Goal of the exercise - Output the data below exactly as it is, dropping the pictures from your copy.

Extracted data -
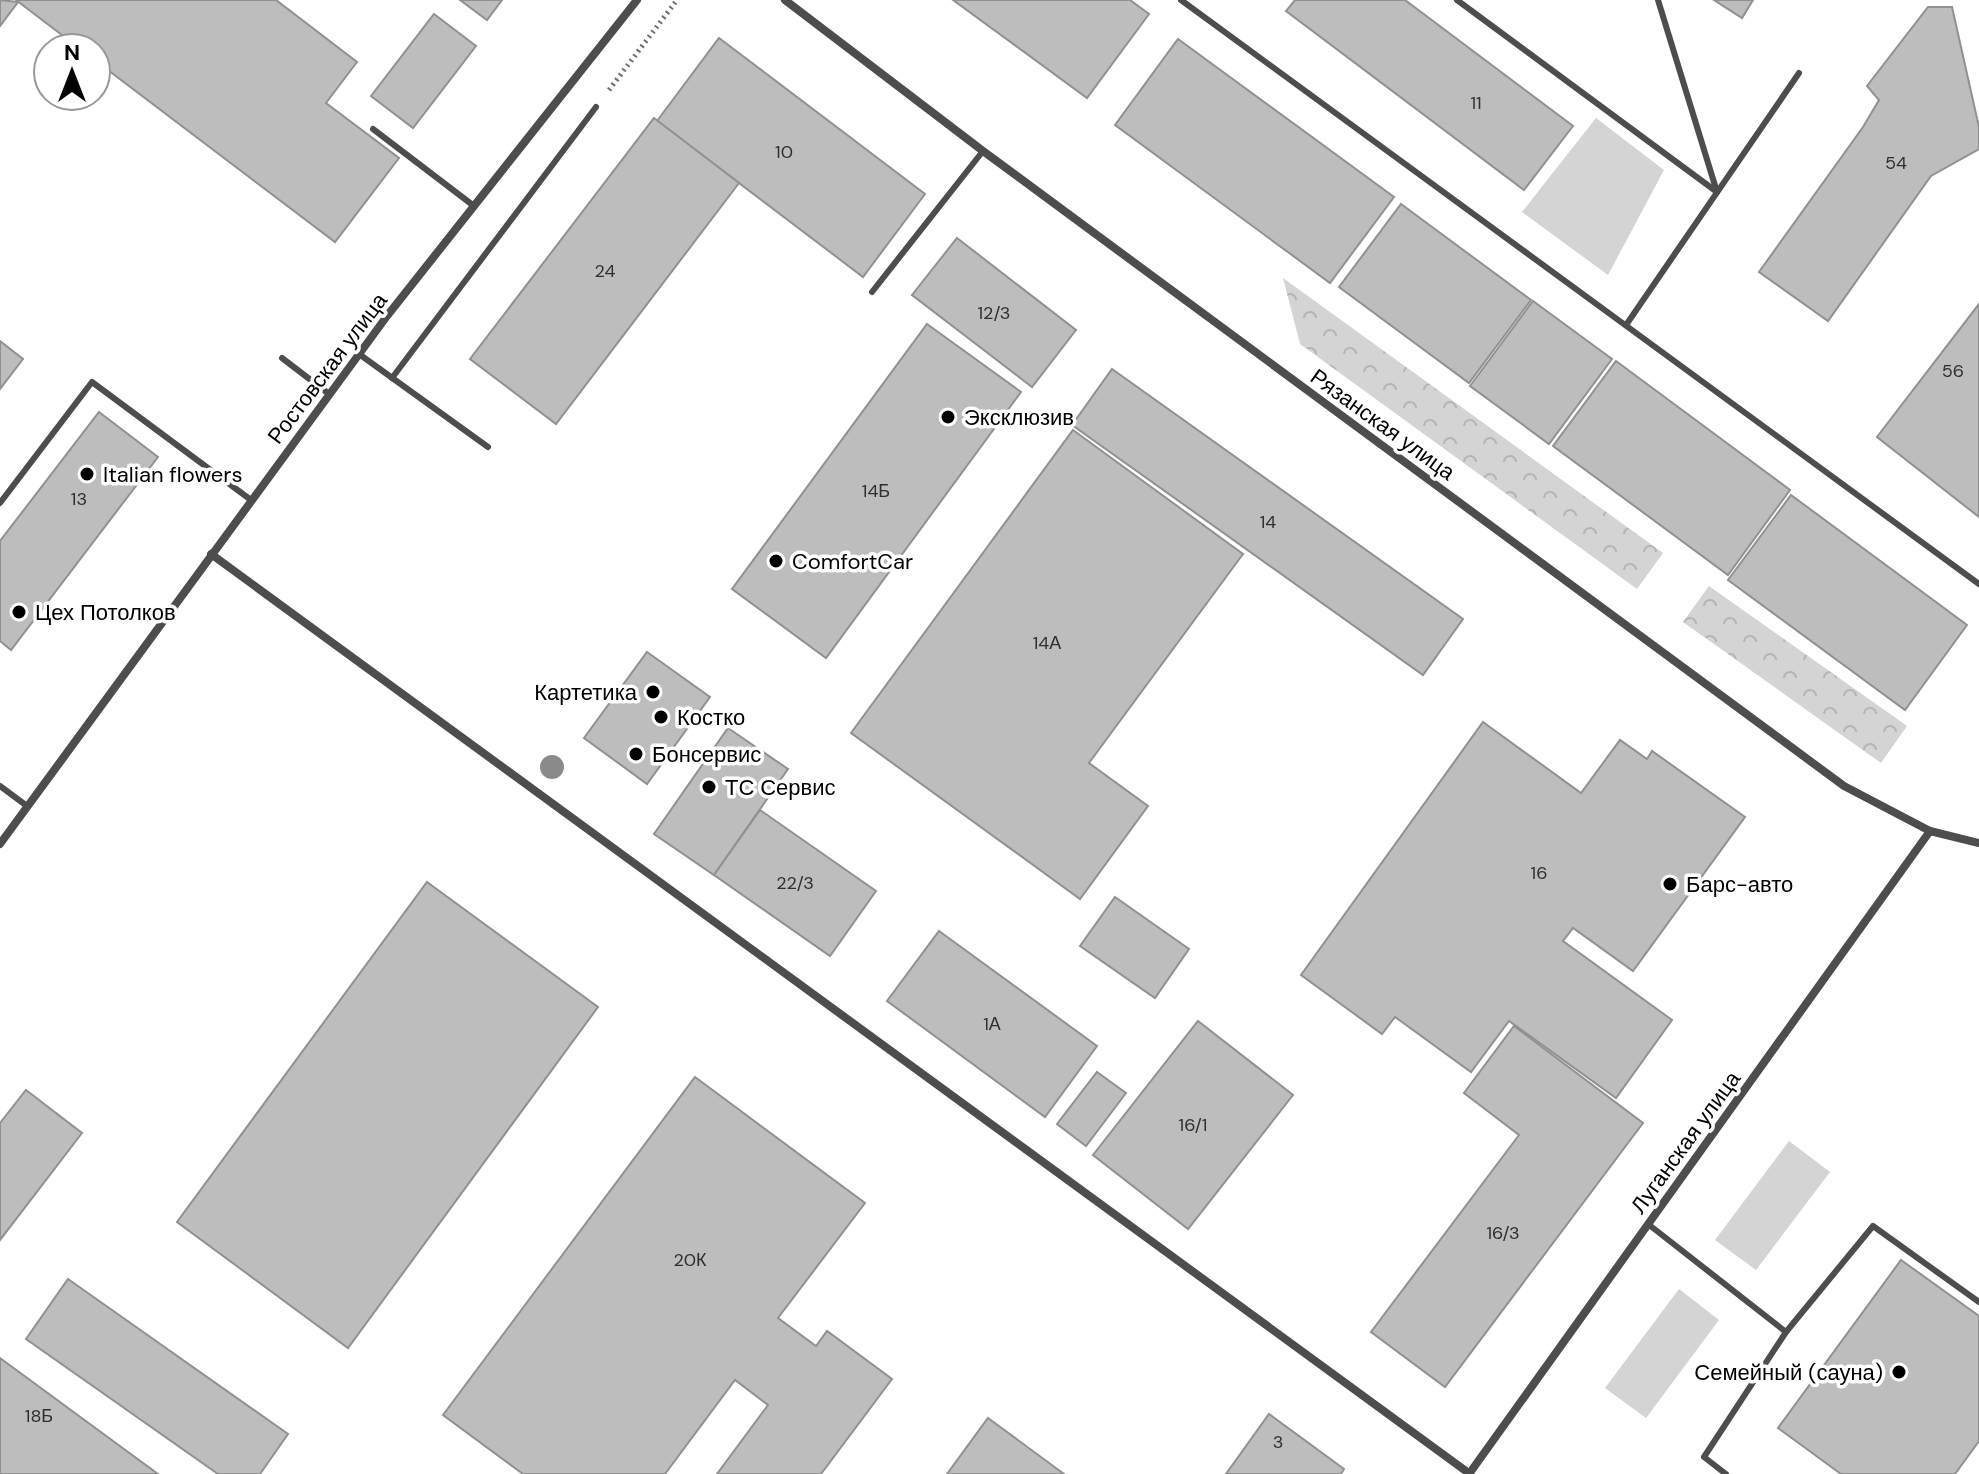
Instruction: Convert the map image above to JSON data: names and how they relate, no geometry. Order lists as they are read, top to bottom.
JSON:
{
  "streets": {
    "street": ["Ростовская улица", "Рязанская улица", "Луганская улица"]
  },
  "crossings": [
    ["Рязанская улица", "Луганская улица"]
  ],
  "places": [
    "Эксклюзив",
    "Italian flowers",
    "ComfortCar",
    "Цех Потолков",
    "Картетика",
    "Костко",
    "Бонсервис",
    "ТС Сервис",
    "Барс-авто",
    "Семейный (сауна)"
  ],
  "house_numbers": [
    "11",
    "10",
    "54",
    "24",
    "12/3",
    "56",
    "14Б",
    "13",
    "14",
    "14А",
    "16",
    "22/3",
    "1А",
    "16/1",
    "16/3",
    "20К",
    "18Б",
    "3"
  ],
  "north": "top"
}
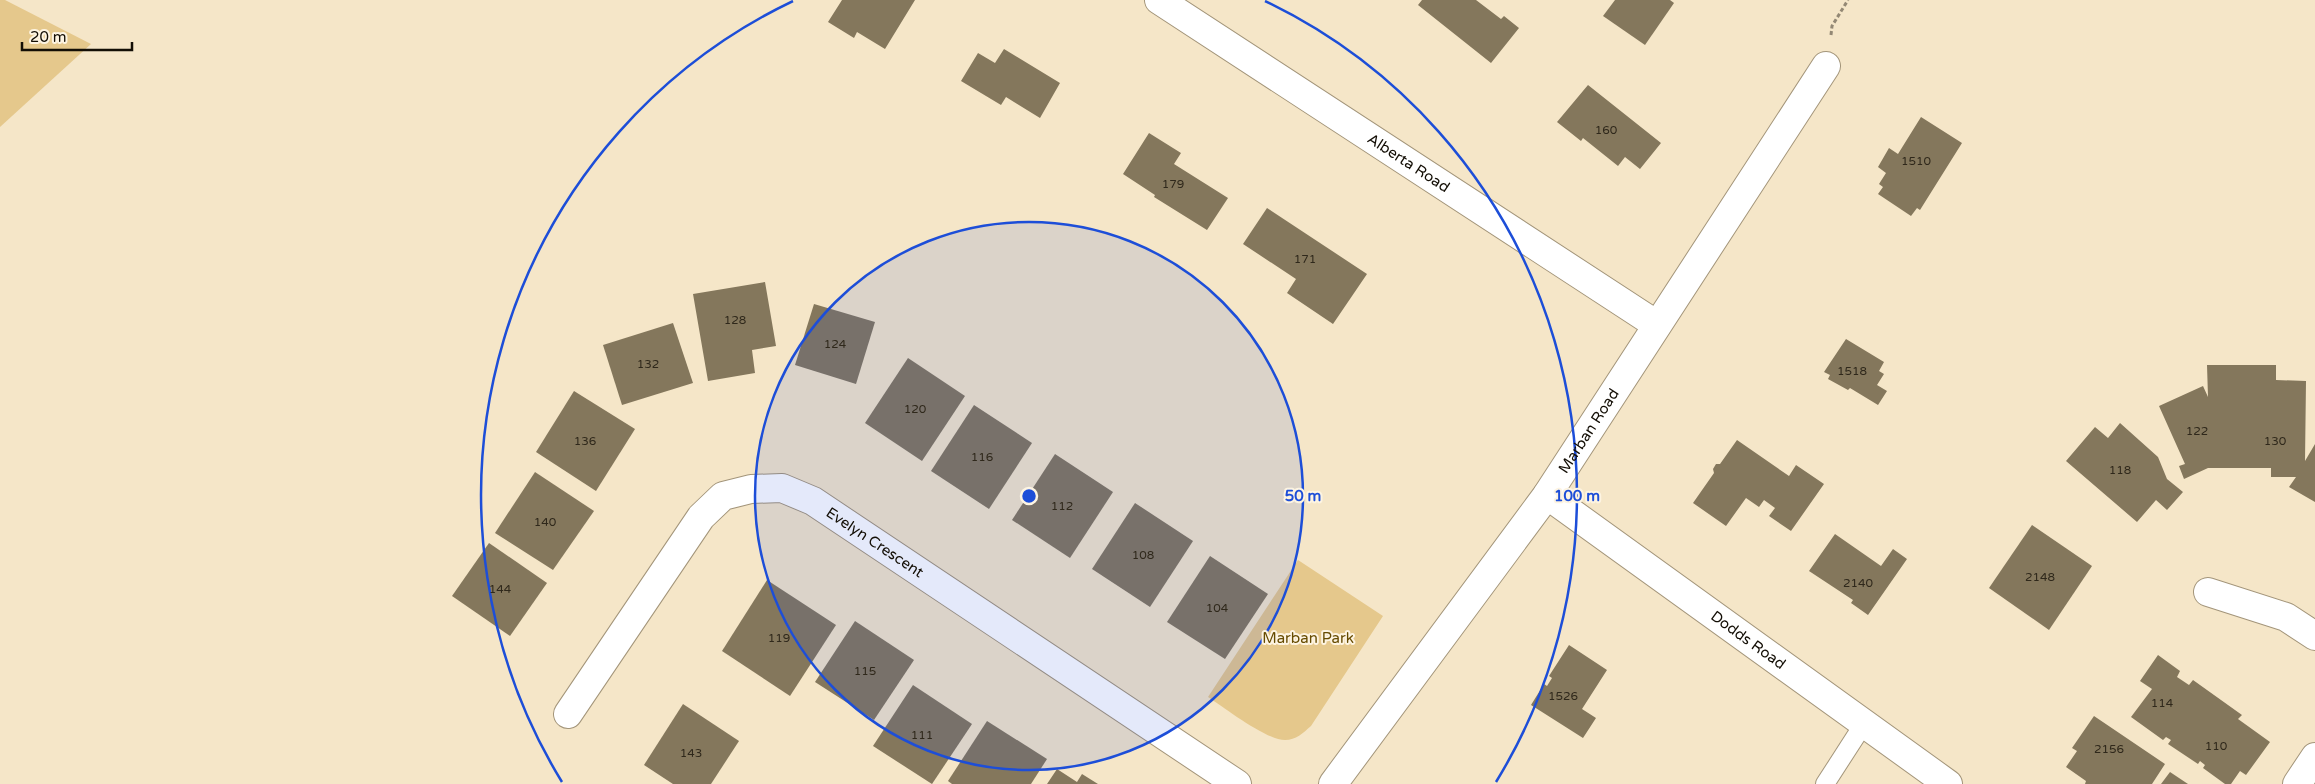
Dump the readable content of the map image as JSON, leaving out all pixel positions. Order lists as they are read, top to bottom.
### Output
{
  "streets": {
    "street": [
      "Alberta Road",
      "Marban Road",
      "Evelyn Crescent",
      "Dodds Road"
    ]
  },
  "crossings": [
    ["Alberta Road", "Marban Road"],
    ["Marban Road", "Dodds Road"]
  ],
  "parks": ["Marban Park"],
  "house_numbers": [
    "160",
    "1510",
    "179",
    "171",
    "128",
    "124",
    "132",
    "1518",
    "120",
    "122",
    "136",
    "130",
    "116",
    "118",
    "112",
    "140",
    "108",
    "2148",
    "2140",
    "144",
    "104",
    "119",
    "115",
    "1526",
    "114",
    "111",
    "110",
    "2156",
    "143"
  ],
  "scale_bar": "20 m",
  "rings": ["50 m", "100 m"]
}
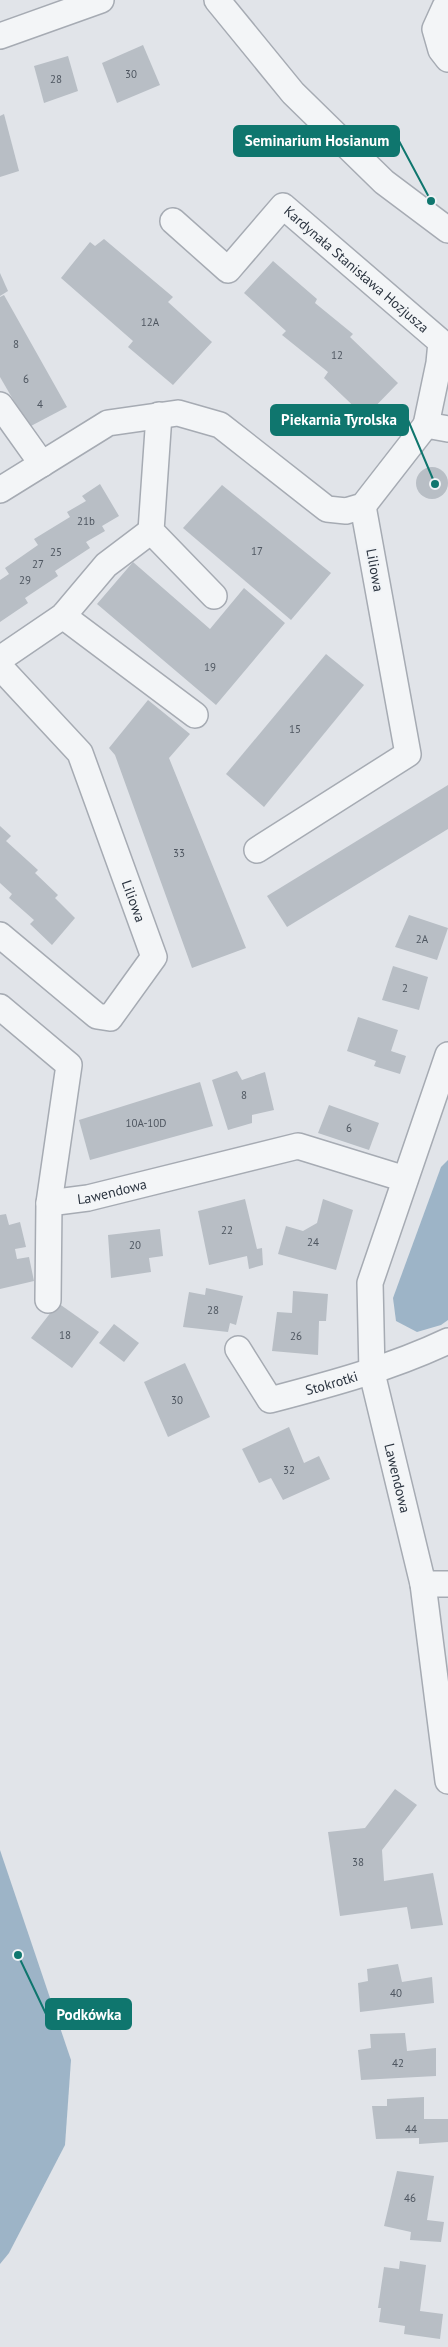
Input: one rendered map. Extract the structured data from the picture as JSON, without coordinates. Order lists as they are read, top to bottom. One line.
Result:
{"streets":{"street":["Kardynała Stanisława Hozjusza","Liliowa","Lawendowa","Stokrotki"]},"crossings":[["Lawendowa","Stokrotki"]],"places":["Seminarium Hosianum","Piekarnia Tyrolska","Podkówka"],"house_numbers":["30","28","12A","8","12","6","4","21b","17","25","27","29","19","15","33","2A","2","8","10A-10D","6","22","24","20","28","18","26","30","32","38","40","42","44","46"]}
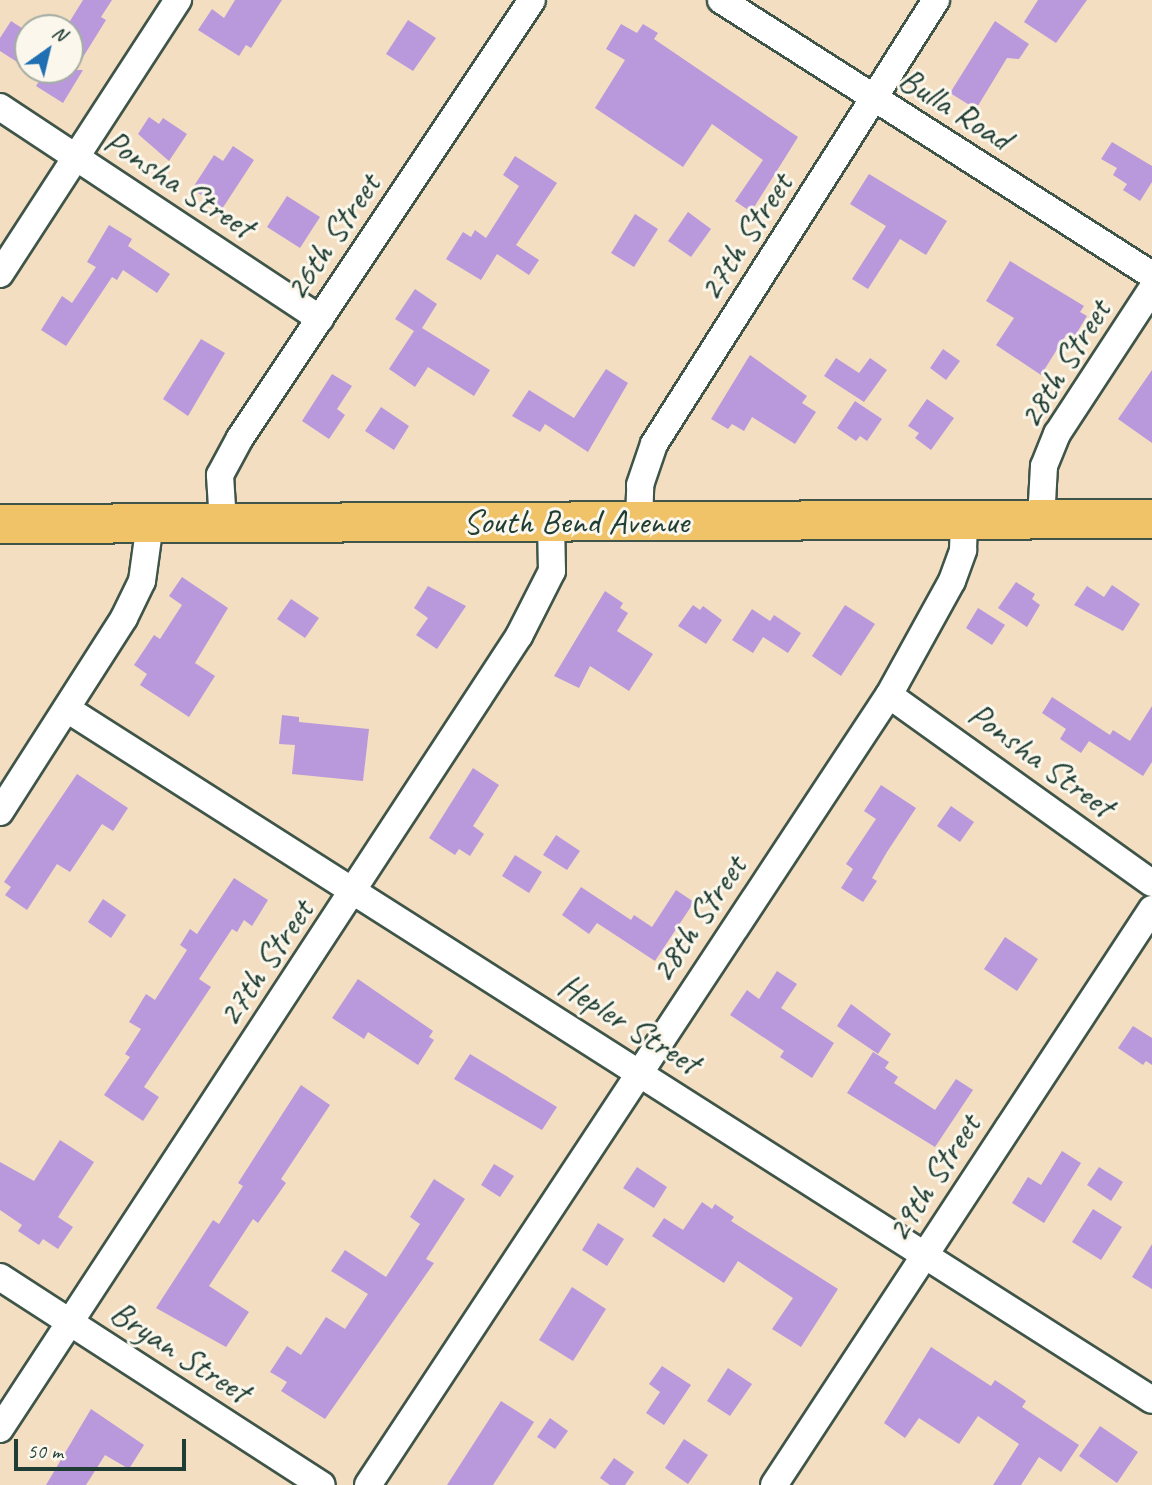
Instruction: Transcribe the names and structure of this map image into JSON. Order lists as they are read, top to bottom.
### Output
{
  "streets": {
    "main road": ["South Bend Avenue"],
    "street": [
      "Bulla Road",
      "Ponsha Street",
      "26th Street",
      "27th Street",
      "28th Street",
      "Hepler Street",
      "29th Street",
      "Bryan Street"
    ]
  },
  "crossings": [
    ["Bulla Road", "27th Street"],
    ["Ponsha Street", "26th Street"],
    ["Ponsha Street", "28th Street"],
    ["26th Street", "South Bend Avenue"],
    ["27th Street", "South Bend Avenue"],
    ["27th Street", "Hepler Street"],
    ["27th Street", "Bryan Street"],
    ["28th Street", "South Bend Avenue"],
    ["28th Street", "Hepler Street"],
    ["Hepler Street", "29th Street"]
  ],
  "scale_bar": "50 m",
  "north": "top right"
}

Response to this exercise -
Instruction: Convert the map image above to JSON data: names and how they relate, no geometry. Order lists as they are read, top to bottom.
JSON:
{
  "streets": {
    "street": ["Ростовская улица", "Рязанская улица", "Луганская улица"]
  },
  "crossings": [
    ["Рязанская улица", "Луганская улица"]
  ],
  "places": [
    "Эксклюзив",
    "Italian flowers",
    "ComfortCar",
    "Цех Потолков",
    "Картетика",
    "Костко",
    "Бонсервис",
    "ТС Сервис",
    "Барс-авто",
    "Семейный (сауна)"
  ],
  "house_numbers": [
    "11",
    "10",
    "54",
    "24",
    "12/3",
    "56",
    "14Б",
    "13",
    "14",
    "14А",
    "16",
    "22/3",
    "1А",
    "16/1",
    "16/3",
    "20К",
    "18Б",
    "3"
  ],
  "north": "top"
}
Dump the readable content of the map image as JSON, leaving out all pixel positions. Order lists as they are read, top to bottom.
### Output
{
  "streets": {
    "street": [
      "Alberta Road",
      "Marban Road",
      "Evelyn Crescent",
      "Dodds Road"
    ]
  },
  "crossings": [
    ["Alberta Road", "Marban Road"],
    ["Marban Road", "Dodds Road"]
  ],
  "parks": ["Marban Park"],
  "house_numbers": [
    "160",
    "1510",
    "179",
    "171",
    "128",
    "124",
    "132",
    "1518",
    "120",
    "122",
    "136",
    "130",
    "116",
    "118",
    "112",
    "140",
    "108",
    "2148",
    "2140",
    "144",
    "104",
    "119",
    "115",
    "1526",
    "114",
    "111",
    "110",
    "2156",
    "143"
  ],
  "scale_bar": "20 m",
  "rings": ["50 m", "100 m"]
}
Input: one rendered map. Extract the structured data from the picture as JSON, without coordinates. Order lists as they are read, top to bottom. One line.
Result:
{"streets":{"street":["Kardynała Stanisława Hozjusza","Liliowa","Lawendowa","Stokrotki"]},"crossings":[["Lawendowa","Stokrotki"]],"places":["Seminarium Hosianum","Piekarnia Tyrolska","Podkówka"],"house_numbers":["30","28","12A","8","12","6","4","21b","17","25","27","29","19","15","33","2A","2","8","10A-10D","6","22","24","20","28","18","26","30","32","38","40","42","44","46"]}
Instruction: Transcribe the names and structure of this map image into JSON. Order lists as they are read, top to bottom.
### Output
{
  "streets": {
    "main road": ["South Bend Avenue"],
    "street": [
      "Bulla Road",
      "Ponsha Street",
      "26th Street",
      "27th Street",
      "28th Street",
      "Hepler Street",
      "29th Street",
      "Bryan Street"
    ]
  },
  "crossings": [
    ["Bulla Road", "27th Street"],
    ["Ponsha Street", "26th Street"],
    ["Ponsha Street", "28th Street"],
    ["26th Street", "South Bend Avenue"],
    ["27th Street", "South Bend Avenue"],
    ["27th Street", "Hepler Street"],
    ["27th Street", "Bryan Street"],
    ["28th Street", "South Bend Avenue"],
    ["28th Street", "Hepler Street"],
    ["Hepler Street", "29th Street"]
  ],
  "scale_bar": "50 m",
  "north": "top right"
}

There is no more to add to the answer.